Si la cocina está sellada, el humo, el olor y el calor se acumularán, afectando la calidad del aire y el saneamiento en la casa. Esta situación suele ocurrir cuando la casa está ampliada, lo que hace que la cocina original en la parte trasera se "filtre" en el centro de la casa.
En segundo lugar, la cocina debe colocarse lejos del dormitorio. La cocina es un lugar para cocinar, genera mucho calor y genera humo y olor a grasa.

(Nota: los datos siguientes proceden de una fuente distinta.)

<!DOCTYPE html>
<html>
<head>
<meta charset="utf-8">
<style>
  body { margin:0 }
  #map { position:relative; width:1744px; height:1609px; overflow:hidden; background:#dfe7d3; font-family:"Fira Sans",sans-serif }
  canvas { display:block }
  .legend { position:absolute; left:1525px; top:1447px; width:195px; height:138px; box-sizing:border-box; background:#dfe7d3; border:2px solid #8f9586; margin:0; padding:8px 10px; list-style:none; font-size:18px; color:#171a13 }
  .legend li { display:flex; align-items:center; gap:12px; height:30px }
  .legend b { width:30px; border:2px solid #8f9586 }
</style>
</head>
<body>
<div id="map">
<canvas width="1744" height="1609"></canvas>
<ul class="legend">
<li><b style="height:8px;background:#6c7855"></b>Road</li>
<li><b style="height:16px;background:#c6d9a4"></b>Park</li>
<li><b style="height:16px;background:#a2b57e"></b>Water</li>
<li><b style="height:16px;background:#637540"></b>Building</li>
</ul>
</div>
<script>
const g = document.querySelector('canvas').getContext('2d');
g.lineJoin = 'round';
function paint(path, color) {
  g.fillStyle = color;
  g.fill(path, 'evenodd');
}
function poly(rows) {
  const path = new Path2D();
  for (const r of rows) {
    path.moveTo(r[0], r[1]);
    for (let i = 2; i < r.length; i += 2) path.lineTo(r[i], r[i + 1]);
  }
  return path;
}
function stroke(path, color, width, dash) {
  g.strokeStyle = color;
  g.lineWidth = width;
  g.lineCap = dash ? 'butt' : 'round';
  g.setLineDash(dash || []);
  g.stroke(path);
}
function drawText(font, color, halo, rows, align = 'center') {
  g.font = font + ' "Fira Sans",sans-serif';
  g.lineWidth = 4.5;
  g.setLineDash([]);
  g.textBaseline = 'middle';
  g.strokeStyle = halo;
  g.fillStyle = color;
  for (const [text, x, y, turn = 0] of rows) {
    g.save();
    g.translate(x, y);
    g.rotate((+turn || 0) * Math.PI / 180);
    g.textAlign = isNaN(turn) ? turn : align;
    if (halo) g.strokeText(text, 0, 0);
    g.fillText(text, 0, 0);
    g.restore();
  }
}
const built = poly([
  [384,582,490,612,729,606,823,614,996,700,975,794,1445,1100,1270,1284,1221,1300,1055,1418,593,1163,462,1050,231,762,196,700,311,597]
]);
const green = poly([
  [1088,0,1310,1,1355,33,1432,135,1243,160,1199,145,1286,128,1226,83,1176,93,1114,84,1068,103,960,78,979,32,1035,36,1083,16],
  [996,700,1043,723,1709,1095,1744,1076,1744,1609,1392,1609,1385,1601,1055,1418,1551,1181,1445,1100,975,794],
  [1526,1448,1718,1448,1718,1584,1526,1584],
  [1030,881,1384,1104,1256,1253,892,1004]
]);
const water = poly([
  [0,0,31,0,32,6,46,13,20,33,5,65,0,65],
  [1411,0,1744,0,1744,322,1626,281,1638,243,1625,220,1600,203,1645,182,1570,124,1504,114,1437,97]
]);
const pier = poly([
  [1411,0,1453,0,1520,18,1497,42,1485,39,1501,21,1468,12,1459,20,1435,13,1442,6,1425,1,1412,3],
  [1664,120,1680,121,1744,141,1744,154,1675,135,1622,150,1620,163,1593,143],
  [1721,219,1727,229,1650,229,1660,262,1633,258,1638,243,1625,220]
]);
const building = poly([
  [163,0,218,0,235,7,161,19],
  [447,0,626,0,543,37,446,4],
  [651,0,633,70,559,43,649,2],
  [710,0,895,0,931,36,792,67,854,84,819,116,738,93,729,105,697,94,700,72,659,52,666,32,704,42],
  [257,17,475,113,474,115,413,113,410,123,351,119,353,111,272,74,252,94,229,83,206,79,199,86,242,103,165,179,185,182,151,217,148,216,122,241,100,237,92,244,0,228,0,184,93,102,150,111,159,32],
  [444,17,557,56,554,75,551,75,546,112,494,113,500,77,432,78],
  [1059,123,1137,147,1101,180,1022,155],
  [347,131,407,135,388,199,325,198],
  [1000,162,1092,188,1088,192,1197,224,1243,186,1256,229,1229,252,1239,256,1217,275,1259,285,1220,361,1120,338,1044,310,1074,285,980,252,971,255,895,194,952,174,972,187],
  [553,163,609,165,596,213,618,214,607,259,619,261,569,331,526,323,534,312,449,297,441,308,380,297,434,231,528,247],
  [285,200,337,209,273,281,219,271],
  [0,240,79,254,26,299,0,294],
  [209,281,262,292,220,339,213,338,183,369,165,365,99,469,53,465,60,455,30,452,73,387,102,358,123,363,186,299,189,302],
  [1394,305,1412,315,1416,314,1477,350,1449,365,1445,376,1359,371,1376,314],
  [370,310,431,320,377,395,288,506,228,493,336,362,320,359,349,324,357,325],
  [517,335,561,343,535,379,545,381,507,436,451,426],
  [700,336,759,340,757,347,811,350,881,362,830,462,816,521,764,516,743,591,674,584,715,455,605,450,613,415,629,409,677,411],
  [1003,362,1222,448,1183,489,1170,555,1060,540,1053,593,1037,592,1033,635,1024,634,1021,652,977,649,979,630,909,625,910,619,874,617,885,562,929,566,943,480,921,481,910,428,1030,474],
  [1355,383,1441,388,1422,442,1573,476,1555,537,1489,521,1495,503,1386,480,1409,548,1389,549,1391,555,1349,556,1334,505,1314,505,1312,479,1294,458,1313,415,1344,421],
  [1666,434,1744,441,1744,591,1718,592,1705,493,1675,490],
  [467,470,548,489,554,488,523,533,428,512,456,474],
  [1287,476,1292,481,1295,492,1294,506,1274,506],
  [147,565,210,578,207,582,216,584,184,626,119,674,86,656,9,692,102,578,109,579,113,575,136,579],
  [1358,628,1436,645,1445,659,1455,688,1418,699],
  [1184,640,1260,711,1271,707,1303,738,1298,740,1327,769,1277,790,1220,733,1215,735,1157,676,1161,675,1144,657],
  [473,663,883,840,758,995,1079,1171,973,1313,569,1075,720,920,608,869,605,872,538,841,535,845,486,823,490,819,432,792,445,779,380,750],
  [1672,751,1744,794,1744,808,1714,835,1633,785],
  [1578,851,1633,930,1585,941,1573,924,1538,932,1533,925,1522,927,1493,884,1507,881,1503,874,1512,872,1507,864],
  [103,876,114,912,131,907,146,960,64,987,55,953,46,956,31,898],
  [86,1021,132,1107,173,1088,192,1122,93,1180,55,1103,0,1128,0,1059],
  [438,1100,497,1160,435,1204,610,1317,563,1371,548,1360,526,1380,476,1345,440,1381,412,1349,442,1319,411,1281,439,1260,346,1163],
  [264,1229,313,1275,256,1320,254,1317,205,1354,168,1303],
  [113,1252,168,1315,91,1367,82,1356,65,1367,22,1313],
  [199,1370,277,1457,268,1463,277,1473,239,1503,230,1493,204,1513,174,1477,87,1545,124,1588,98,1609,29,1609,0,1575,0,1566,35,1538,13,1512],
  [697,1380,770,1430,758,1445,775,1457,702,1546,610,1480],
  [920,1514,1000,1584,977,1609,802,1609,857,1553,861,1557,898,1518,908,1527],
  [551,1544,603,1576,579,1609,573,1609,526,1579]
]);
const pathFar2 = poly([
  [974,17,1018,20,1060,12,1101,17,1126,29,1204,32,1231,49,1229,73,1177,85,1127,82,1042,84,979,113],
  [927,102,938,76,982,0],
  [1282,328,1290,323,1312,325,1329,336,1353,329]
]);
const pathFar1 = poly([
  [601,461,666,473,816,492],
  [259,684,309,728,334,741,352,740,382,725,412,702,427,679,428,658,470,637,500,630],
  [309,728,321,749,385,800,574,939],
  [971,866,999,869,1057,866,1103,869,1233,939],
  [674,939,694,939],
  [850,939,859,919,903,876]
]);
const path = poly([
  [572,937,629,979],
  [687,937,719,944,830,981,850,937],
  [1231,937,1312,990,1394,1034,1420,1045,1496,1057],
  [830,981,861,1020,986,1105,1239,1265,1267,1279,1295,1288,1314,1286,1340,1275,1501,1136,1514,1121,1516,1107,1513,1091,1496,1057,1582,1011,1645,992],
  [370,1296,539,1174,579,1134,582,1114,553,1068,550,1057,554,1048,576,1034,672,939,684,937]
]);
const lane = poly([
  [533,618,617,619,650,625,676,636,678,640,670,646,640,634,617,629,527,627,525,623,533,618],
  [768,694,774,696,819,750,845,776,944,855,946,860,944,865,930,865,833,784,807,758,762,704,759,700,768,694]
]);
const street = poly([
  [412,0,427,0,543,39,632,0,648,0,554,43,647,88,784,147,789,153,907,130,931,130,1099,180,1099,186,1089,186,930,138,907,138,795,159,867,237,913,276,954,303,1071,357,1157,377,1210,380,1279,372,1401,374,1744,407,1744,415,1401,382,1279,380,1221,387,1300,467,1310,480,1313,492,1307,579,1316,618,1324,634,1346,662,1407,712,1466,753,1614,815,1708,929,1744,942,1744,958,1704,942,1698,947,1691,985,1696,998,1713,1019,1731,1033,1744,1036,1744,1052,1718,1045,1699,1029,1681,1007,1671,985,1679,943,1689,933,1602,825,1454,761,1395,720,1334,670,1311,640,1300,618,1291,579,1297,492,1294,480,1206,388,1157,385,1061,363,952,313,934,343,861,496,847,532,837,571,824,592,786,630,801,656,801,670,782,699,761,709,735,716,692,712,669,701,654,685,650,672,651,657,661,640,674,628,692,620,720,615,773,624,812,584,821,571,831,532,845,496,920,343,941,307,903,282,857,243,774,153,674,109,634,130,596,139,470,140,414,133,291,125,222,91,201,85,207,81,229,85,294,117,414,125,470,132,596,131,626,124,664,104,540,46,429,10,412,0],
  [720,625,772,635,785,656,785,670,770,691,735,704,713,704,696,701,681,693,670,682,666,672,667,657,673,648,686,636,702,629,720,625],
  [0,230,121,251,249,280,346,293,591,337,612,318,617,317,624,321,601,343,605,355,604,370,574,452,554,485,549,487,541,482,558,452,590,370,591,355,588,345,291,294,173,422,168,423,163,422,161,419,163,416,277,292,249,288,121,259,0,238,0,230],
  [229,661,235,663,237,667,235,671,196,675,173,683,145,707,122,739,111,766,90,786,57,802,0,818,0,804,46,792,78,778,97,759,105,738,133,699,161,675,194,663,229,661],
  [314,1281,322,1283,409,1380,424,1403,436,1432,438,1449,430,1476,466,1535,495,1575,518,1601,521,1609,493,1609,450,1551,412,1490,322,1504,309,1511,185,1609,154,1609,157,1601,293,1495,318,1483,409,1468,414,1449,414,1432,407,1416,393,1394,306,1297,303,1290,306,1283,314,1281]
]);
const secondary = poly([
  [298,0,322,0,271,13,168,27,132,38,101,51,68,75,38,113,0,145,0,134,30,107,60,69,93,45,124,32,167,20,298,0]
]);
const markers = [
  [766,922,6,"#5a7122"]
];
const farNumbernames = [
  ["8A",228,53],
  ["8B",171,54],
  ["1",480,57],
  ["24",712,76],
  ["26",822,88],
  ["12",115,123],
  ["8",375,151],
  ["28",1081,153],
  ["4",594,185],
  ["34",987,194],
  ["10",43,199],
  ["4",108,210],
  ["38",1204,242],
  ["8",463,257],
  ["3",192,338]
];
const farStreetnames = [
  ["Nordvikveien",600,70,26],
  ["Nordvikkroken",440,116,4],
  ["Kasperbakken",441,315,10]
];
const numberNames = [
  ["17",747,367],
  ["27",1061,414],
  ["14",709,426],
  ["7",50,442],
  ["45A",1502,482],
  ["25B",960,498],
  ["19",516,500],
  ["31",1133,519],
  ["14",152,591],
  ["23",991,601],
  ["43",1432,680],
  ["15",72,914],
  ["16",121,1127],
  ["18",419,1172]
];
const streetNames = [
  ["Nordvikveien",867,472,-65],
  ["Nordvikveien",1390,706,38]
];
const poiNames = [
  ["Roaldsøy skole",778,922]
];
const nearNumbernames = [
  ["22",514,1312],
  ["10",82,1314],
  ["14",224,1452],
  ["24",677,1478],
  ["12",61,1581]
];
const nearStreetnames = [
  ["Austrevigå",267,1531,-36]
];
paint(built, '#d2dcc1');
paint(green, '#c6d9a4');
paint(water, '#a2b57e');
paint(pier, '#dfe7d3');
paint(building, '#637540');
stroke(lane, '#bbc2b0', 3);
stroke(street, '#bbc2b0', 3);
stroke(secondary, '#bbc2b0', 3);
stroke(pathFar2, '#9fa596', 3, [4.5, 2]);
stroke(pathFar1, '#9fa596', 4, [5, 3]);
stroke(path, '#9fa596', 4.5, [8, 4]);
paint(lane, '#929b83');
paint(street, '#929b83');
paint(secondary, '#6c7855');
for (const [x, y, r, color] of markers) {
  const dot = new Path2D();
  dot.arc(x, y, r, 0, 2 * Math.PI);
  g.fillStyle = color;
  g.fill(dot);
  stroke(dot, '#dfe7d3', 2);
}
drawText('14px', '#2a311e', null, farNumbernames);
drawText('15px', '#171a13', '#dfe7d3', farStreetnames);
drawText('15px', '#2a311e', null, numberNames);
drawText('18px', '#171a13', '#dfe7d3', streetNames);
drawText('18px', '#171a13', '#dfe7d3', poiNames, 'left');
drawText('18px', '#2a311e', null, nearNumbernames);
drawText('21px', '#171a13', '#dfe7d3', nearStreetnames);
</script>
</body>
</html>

Si se coloca demasiado cerca del dormitorio, estos factores pueden afectar el sueño y la salud, causando molestias, asfixia o irritación respiratoria.
En tercer lugar, no coloque la cocina adyacente al baño. Estas son dos áreas con características de uso completamente diferentes: la cocina debe estar seca y limpia, mientras que el baño está húmedo y propenso a las bacterias.
Si se coloca demasiado cerca, la humedad y el olor del baño pueden afectar al área de cocina. En caso de que no sea posible cambiar el diseño, es necesario aumentar la ventilación, mantener ambas áreas siempre secas y ventiladas y cerrar las puertas cuando no estén en uso.
Finalmente, no coloque la cocina justo en frente de la casa o directamente hacia la puerta principal. Esto puede hacer que los olores de comida, el humo y el calor se propaguen fácilmente al área de vida común o al exterior, afectando la experiencia de vida y la estética del espacio vital.